Travée du déambulatoire donnant sur l’entrée de la sacristie : 

 

 

 

Ce décor, composé d'une combinaison des couleurs et emblèmes de Charles VII, couvre l'ensemble d'une voûte sur croisée d'ogives, à quatre voûtains. A la clef de voûte est fixé un grand disque de pierre sculpté d'un soleil doré d'où jaillissent des rayons qui se projettent sur le fond rouge des voûtains semé de petites étoiles. Les amorces de la croisée d'ogives et des arcs doubleaux portent les fleurs de lys sur champ d'azur de l'héraldique royale et sont décorés sur le reste de leur longueur de rubans tressés alternativement blanc et vert, qui forment avec le rouge des voûtains la combinaison des trois couleurs (rouge, blanc, vert) du roi.

 

Des traces, aujourd'hui très effacées, montrent que ce décor peint se continuait sur les piliers de la travée, jusqu'au sol, formant ainsi avec la voûte, une sorte d'arc triomphal à l'entrée de la sacristie.

 

La sacristie s'ouvre par une porte monumentale. Le sommet de l'accolade qui surmonte le tympan présente un grand écu sculpté et peint surmonté d'une couronne royale et porté par un ange. Les armes royales sont recouvertes depuis février 1831 par un cache badigeonné.

 

 

 

L'écusson est entouré de deux phylactères accolés portant l'inscription suivante :

LILIA FRANCORUM, REX KAROLE SEPTIME, REGUM SINT TUA CUM REGNO, SI QUA EST REVERENCIA LEGUM

dont voici la traduction littérale :

 

 Roi Charles sept, que les lys des rois de France te soient acquis avec le royaume, si l'on respecte les lois.

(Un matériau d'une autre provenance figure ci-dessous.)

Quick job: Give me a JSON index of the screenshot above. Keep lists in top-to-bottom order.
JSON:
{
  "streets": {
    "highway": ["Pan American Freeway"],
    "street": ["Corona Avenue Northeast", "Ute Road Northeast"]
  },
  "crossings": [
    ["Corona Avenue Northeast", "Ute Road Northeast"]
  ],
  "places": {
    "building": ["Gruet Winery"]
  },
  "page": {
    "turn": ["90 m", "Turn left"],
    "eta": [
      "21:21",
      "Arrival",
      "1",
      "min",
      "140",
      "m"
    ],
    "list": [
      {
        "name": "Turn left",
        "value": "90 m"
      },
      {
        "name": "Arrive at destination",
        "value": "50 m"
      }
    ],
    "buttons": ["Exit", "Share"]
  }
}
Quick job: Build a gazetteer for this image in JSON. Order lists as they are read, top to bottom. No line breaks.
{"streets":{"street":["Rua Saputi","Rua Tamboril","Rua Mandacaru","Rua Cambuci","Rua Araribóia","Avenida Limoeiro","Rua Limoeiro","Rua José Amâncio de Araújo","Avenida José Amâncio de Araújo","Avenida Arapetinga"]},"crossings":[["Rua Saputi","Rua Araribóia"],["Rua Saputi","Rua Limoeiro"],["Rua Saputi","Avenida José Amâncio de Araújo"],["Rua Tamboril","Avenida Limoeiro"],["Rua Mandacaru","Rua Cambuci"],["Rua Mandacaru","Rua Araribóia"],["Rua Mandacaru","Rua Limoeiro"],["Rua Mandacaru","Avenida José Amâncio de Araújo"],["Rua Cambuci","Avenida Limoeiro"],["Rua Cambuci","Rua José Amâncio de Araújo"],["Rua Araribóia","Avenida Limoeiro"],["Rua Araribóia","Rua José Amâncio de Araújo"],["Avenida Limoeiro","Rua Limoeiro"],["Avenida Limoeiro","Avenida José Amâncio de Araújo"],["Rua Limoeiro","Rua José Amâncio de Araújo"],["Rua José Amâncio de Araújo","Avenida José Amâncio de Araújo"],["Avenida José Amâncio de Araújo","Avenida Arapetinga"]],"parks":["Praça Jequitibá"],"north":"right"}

A la pointe même du pinacle et au-dessus de l'écusson royal, se détache au milieu de l’arcature vitrée, un autre écusson sommé d'une tiare pontificale, portant de gueules à deux clefs d'argent en sautoir, les pannetons à l'extérieur, reliées par des lacs d'or, armes personnelles du pape Nicolas V.

 

Sur le vantail de la porte, comme sur le tympan et sur les pilastres, on remarque les armoiries malheureusement bûchées de Jacques Cœur, celles de son fils, Jean Cœur et à droite celles d’Henri d’Avaugour, prédécesseur de Jean Cœur.

 

 

 

Intérieur de la sacristie : L'intérieur de la sacristie se compose de deux travées inégales voûtées sur croisées d'ogives et éclairées par trois fenêtres, deux symétriques à l'est et à l'ouest et une grande baie au nord.

 

Au nord l'arcature de la fenêtre principale est surmontée d'une grande composition sculptée et peinte, qui montre l'écu aux trois fleurs de lys des armes royales, sommé d'une couronne et supporté par deux anges, sur un fond rouge semé de petits soleils

 

d'or. Sous la pointe de l'écusson, se déploie, d'un ange à l'autre, un phylactère qui porte, en deux fois deux vers, l'inscription suivante :

 

 

 

CI EST L'ESCU OU DIEU LE LIZ ANCRA.

 

L'ANGE APORTA L'AMPOLE D'EXELLANCE

 

ET L'ENVOYA AU NOBLE ROY DE FRANCE

 

A SAINT REMY QUI A RAINS LE SACRA

Les deux clefs de voute portent respectivement l'écusson mi-parti Coeur-Léodepart et l'écusson Coeur plein. Les amorces des arcs sont ornées d'un décor peint : sur un fond rouge se détachent des plumes d'autruche et des branches d'orangers, parsemés des lettres R.G (Real Guerdon – Protection Royale), dorées, éléments habituels de l'emblématique de Jacques Coeur.

 

 

Les vitraux : Des verrières qui ornaient les fenêtres ne demeurent aujourd'hui que les vitraux des tympans. Leurs remplages sont occupés presque entièrement, à l'exception d'un Dieu le Père bénissant entouré d'anges rouges dans un grand coeur, par les armoiries de Jacques Coeur et de sa femme, environnées des éléments emblématiques bien connus : entrelacs de branches d'orangers, fleurs, plumes d'autruches bleues et rouges posées en coeur insérant les lettres R.G.

 

Le sommet des lancettes garde aussi le couronnement des dais d'architecture qui encadraient les personnages, disparus depuis longtemps. En 1811, les verrières étaient si dégradées que le vitrier Bouet fut chargé de remplacer ces débris par du verre blanc. A une époque plus récente on y a serti les panneaux armoriés qui ornaient les fenêtres du premier étage : sont ainsi regroupées dans la fenêtre principale les armoiries du pape Nicolas V, du roi Charles VII, de la reine Marie d'Anjou et du dauphin Louis, dans celle de droite, les armoiries Coeur plein et mi-parti Coeur-Léodepart, dans celle de gauche les armoiries d'Henri d'Avaugour et de Jean Coeur ; tous ces panneaux cantonnés de plumes d'autruche bleues et rouges.

 

On est donc réduit à des conjectures en ce qui concerne les sujets représentés dans ces verrières. La Thaumassière, à la fin du XVIIe siècle, note que « le portrait de ce fondateur, et de Macée de Léodepart son épouse, se voit encore dans les vitres de cette sacristie ». Mais dans quelle fenêtre, sous quelle présentation ? Au naturel et en pied ? En donateurs ou sous les traits de saints patrons ?

 

Le mystère reste entier pour les deux verrières latérales.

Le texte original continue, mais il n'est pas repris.